» Exercise directions
Wherever the string "name" occurs in a line of these records, report that line.

» Extracted information
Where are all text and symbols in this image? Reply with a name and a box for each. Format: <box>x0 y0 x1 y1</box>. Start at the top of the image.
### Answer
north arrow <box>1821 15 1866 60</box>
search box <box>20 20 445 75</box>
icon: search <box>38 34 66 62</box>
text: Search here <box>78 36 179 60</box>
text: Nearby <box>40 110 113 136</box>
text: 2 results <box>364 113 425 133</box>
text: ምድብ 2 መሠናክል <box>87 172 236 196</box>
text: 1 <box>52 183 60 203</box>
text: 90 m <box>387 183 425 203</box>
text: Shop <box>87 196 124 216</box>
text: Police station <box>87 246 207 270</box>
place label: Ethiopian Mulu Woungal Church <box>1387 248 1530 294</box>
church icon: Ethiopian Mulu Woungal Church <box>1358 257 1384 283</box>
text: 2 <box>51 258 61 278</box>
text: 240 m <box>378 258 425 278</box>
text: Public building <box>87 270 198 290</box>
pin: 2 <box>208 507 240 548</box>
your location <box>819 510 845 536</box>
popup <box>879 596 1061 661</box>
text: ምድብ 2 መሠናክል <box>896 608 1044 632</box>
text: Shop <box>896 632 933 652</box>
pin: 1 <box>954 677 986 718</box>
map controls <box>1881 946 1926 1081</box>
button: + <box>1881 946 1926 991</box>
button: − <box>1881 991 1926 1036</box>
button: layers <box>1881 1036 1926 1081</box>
...
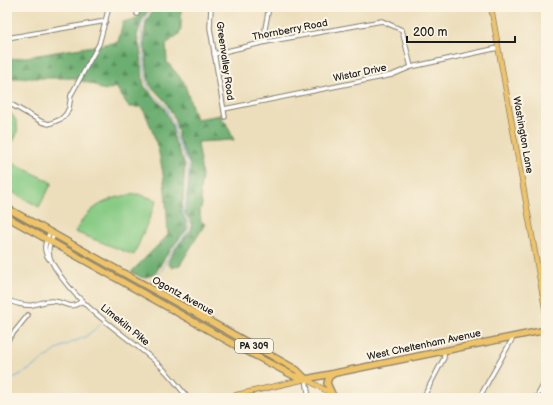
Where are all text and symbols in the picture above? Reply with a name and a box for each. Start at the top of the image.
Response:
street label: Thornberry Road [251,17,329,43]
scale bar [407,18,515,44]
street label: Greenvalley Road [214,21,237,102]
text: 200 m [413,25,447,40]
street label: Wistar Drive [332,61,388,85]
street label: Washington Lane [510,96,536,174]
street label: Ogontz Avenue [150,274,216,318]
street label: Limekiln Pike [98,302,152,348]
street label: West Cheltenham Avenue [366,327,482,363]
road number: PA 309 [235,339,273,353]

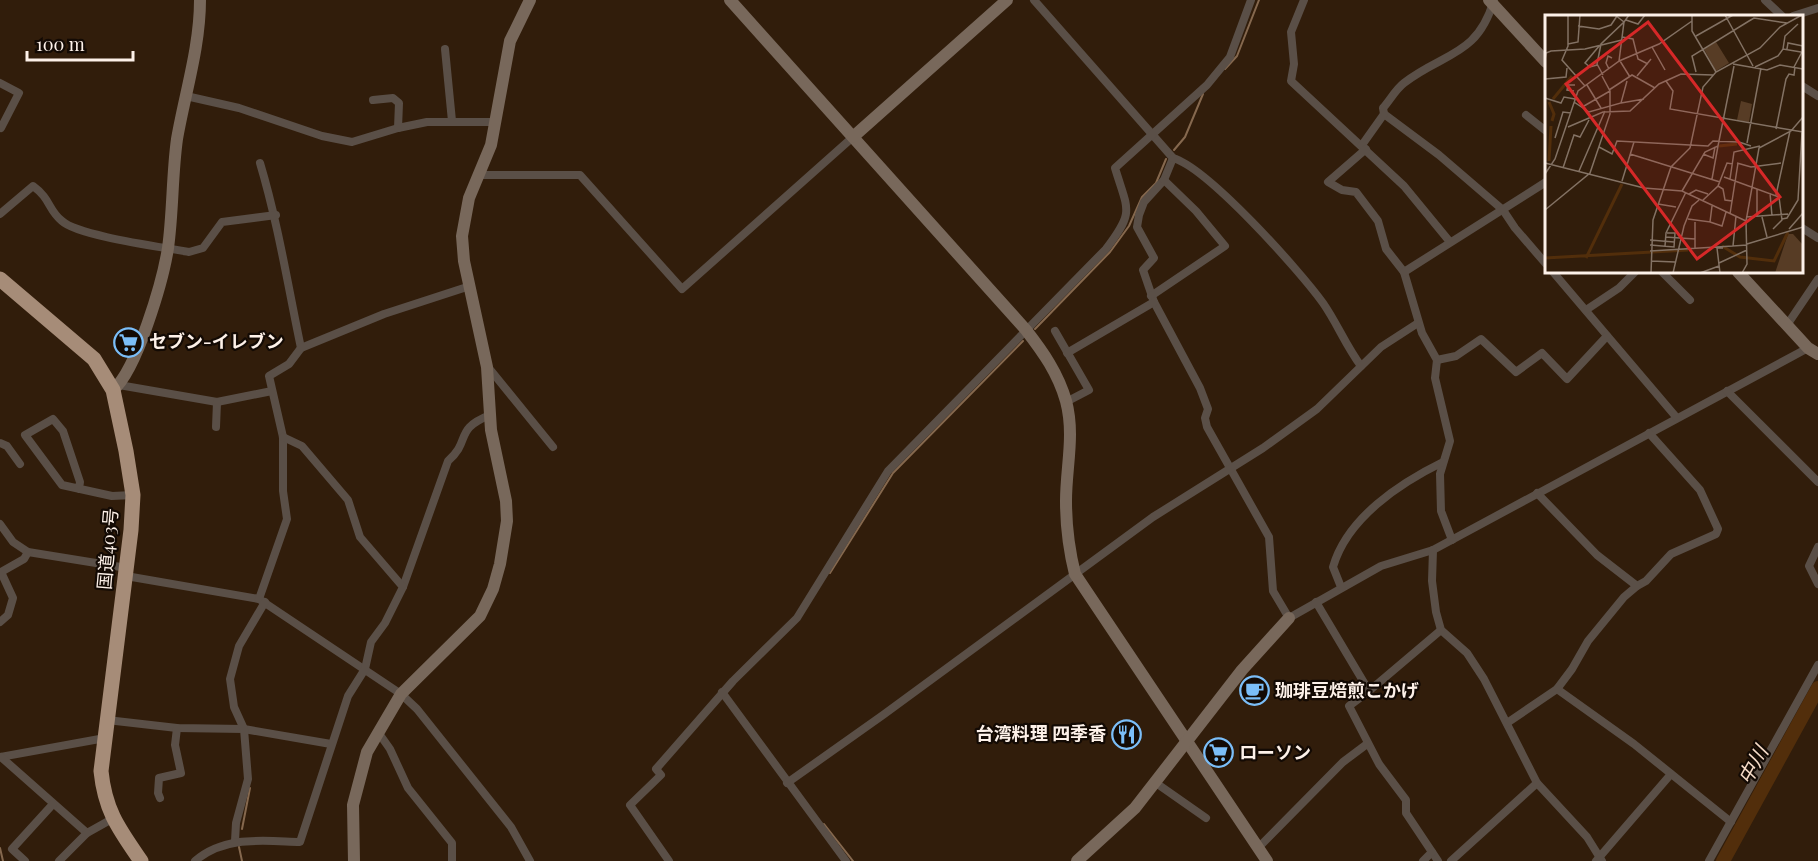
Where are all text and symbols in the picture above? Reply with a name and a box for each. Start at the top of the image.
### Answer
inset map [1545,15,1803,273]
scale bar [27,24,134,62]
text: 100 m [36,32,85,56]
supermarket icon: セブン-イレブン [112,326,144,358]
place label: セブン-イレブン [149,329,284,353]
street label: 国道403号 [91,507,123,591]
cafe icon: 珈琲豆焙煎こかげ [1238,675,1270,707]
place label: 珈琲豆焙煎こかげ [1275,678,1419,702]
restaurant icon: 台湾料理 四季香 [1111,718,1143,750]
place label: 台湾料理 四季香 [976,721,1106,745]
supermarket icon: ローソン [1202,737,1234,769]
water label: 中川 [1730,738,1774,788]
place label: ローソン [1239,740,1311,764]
--
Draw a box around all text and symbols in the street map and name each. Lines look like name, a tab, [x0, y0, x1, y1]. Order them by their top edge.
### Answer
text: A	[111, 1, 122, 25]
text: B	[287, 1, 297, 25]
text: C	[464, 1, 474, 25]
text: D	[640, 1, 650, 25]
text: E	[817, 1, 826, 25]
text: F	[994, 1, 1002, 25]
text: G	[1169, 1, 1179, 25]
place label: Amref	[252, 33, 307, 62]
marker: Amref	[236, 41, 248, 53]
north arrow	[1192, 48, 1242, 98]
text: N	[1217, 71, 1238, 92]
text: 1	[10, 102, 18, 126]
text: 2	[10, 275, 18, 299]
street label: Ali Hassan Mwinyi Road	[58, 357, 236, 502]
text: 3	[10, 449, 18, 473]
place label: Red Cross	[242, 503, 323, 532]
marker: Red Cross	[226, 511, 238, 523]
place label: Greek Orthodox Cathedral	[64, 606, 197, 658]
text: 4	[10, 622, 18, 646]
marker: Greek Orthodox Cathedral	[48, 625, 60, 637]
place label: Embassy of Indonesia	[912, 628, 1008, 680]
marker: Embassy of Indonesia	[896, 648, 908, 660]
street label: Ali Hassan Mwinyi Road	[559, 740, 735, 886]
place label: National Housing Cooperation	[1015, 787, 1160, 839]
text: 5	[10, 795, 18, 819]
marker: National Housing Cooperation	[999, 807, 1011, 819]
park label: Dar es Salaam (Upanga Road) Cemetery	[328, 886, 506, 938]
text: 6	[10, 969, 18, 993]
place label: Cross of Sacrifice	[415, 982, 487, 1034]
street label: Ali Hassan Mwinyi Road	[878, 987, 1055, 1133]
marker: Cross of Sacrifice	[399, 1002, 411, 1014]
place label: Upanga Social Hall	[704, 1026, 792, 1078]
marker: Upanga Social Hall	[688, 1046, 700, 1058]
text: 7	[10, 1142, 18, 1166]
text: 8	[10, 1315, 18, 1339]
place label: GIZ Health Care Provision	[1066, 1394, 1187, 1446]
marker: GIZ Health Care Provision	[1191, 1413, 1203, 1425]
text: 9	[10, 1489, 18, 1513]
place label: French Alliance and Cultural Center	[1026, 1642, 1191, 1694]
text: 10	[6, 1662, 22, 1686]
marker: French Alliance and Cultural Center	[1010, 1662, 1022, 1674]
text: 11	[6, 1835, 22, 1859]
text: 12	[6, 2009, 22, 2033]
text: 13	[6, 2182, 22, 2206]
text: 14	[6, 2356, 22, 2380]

» Written solution
Where are all text and symbols in this image? Reply with a name and a box for each. Format: <box>x0 y0 x1 y1</box>. Start at the top of the image.
Where are all text and symbols in the picture above? Reply with a name and a box for each. Start at the top of the image.
Where are all text and symbols in the picture above? Reply with a name and a box for each. Start at the top of the image.
Draw a box around all text and symbols in the street map and name each. Lines look like name, a tab, [x0, y0, x1, y1]. Order them by their top edge.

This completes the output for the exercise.